Apply Cortesia Acute and Chronic Injury Salve externally to injured area twice daily, morning and evening (apply after the liniment). Wrap or bandage as needed to protect clothing. This is an important long-term method of healing for strains, sprains, aches, symptoms of arthritis, damaged muscles, tendons, ligaments, joints, etc. It perfectly compliments the liniment.
Note: After applying a liniment or salve, it is very useful to simply lay your hand(s) lightly over the affected area for a few minutes. This form of “touch healing therapy” is therapeutic (see our article Solomon’s Seal and the Healing Effects of Touch to understand more). You can feel the warm or cooling sensation of your injury; you can also mentally visualize healing currents.
Consider taking Cortesia Solomon’s Seal Tincture internally several times daily. Solomon’s Seal works to harmonize, feed, lubricate, and tighten or loosen (as needed) tendons, ligaments, muscles, attachments, and joints. It is a valuable connective tissue anti-inflammatory, and is known to help moderate the symptoms of osteoarthritis, repetitive use injuries, and connective tissue damage.
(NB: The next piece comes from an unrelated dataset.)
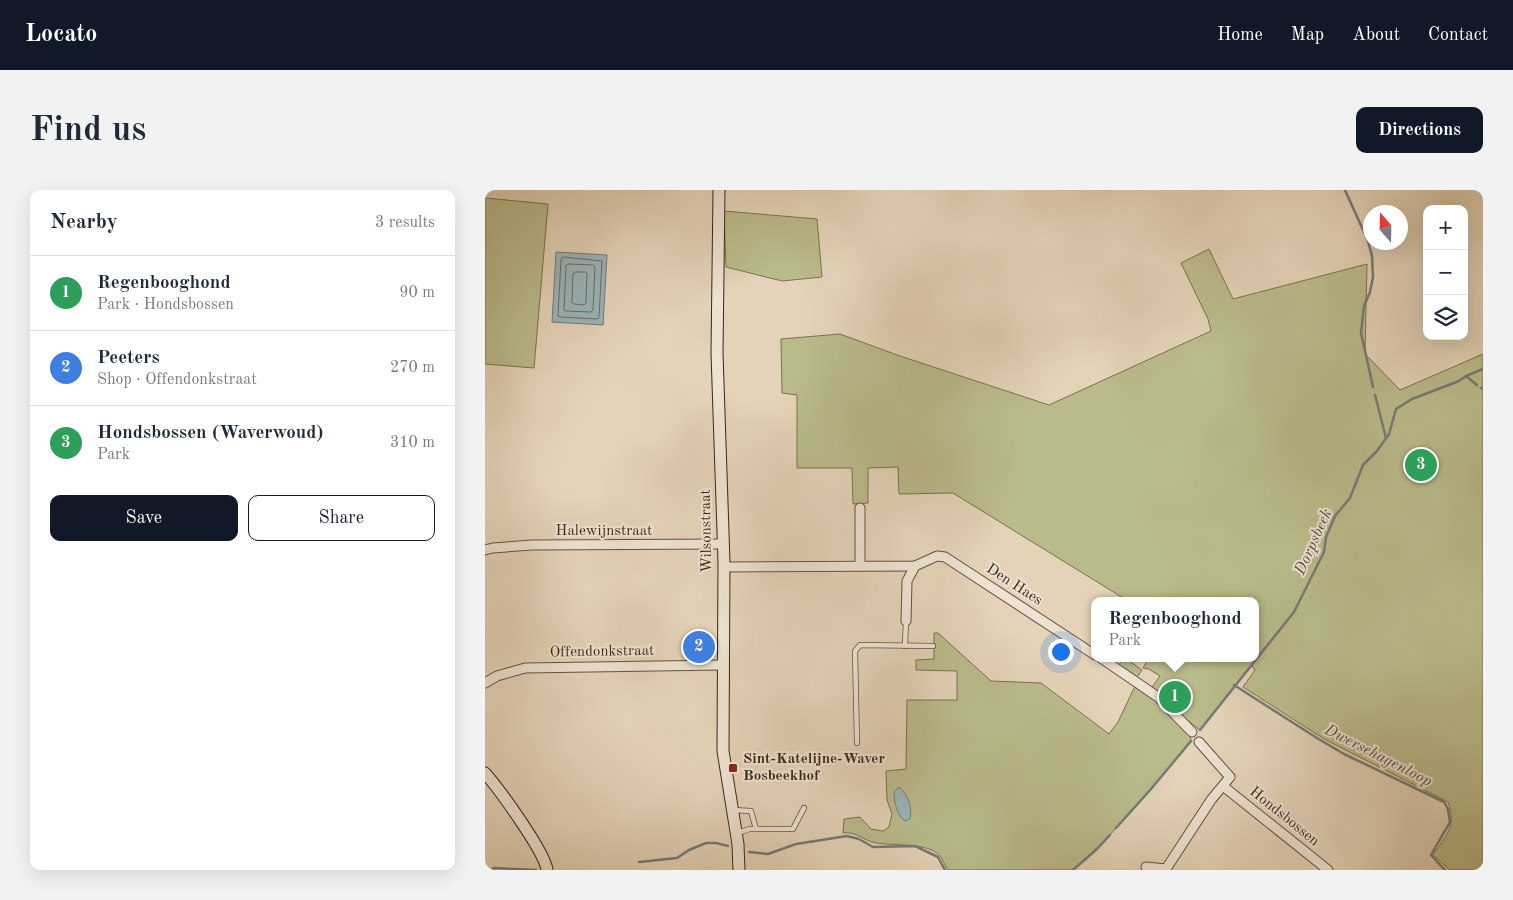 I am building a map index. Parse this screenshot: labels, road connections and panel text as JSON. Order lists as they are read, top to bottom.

Depending on your injury or condition, one of our Solomon’s Seal Formulas (described elsewhere on this site) may be appropriate — for example, the #1 Arthritis & Joint Repair, the #2 Bone-Building & Bone Repair, the #3 Cartilage & Tissue Repair, the #4 Pain & Tension Relief, or the #6 All-in-One Deep Healing Formula.
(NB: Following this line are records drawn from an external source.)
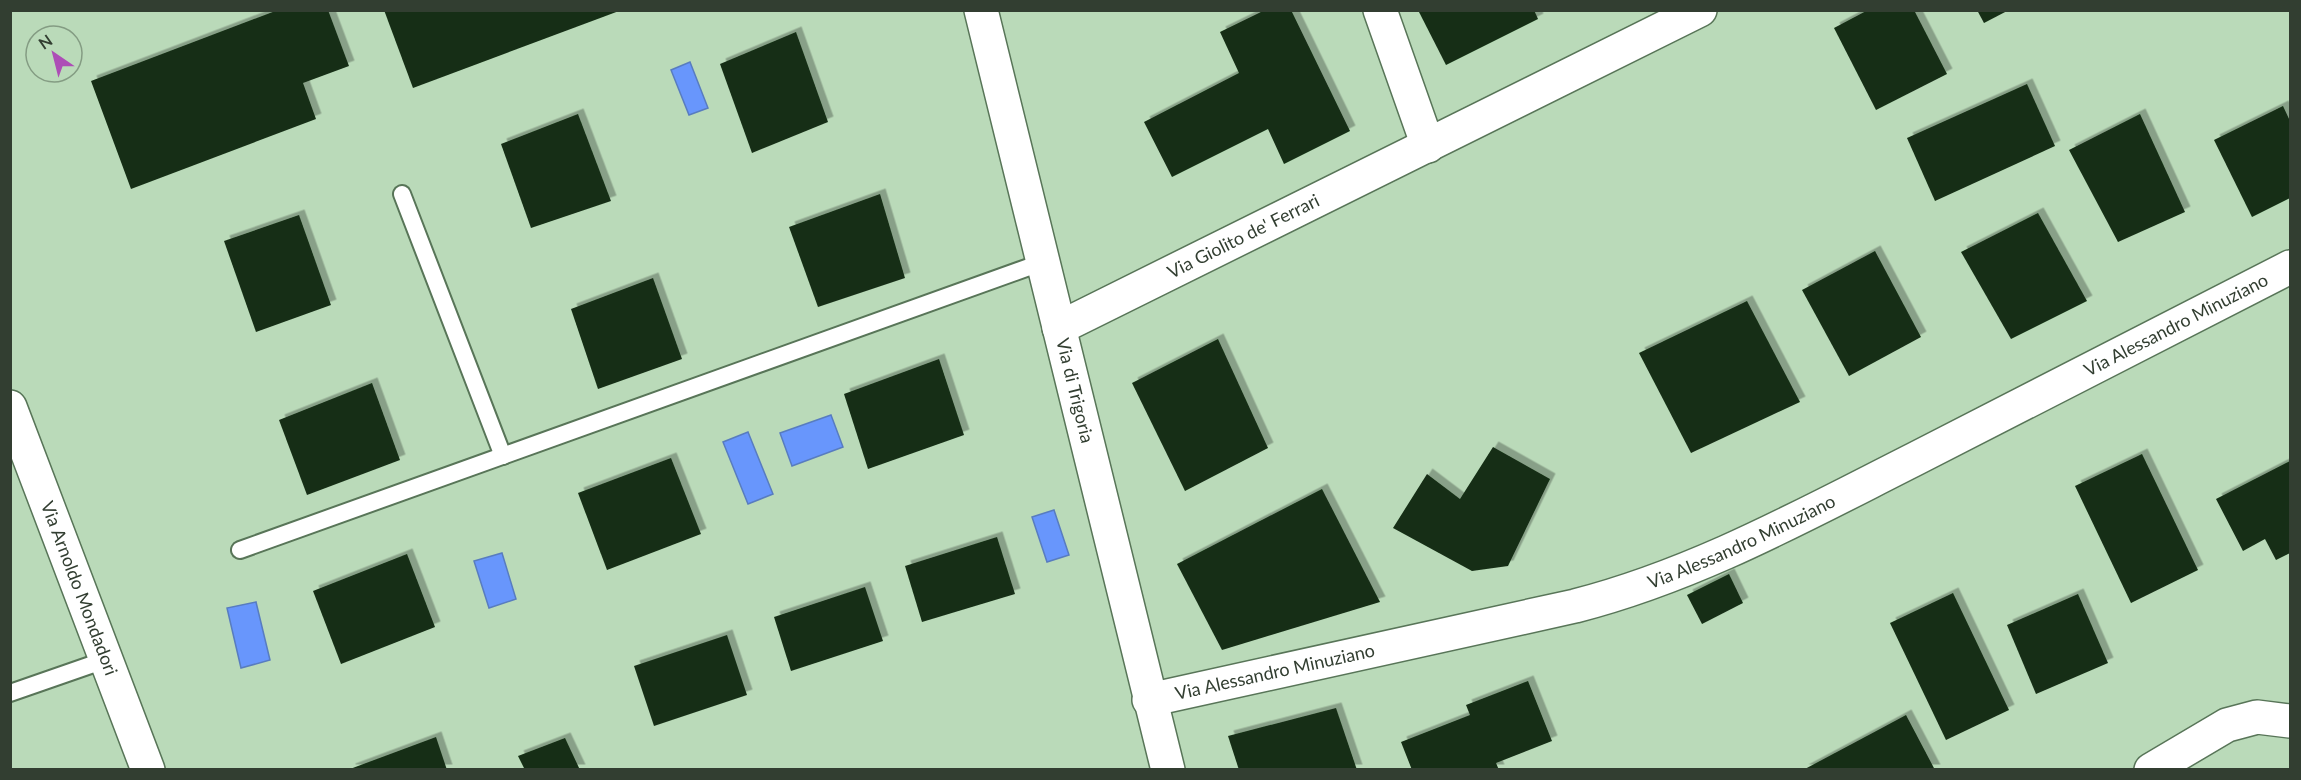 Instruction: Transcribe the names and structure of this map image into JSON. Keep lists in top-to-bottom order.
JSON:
{
  "streets": {
    "street": [
      "Via Giolito de' Ferrari",
      "Via Alessandro Minuziano",
      "Via di Trigoria",
      "Via Arnoldo Mondadori"
    ]
  },
  "crossings": [
    ["Via Giolito de' Ferrari", "Via di Trigoria"],
    ["Via Alessandro Minuziano", "Via di Trigoria"]
  ],
  "north": "top left"
}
Elbow bursitis and elbow tendonitis are very common elbow conditions. Bursitis most often clears up on its own over time, and with proper self-care. However, you can speed recovery time with Solomon’s Seal, and not feel the need for pain killers or medications that can disrupt the gastrointestinal tracts, as NSAID’s like aspirin and the like can do. The diverse healing qualities of Solomon’s Seal suggests that it is an invaluable addition to your medicine chest.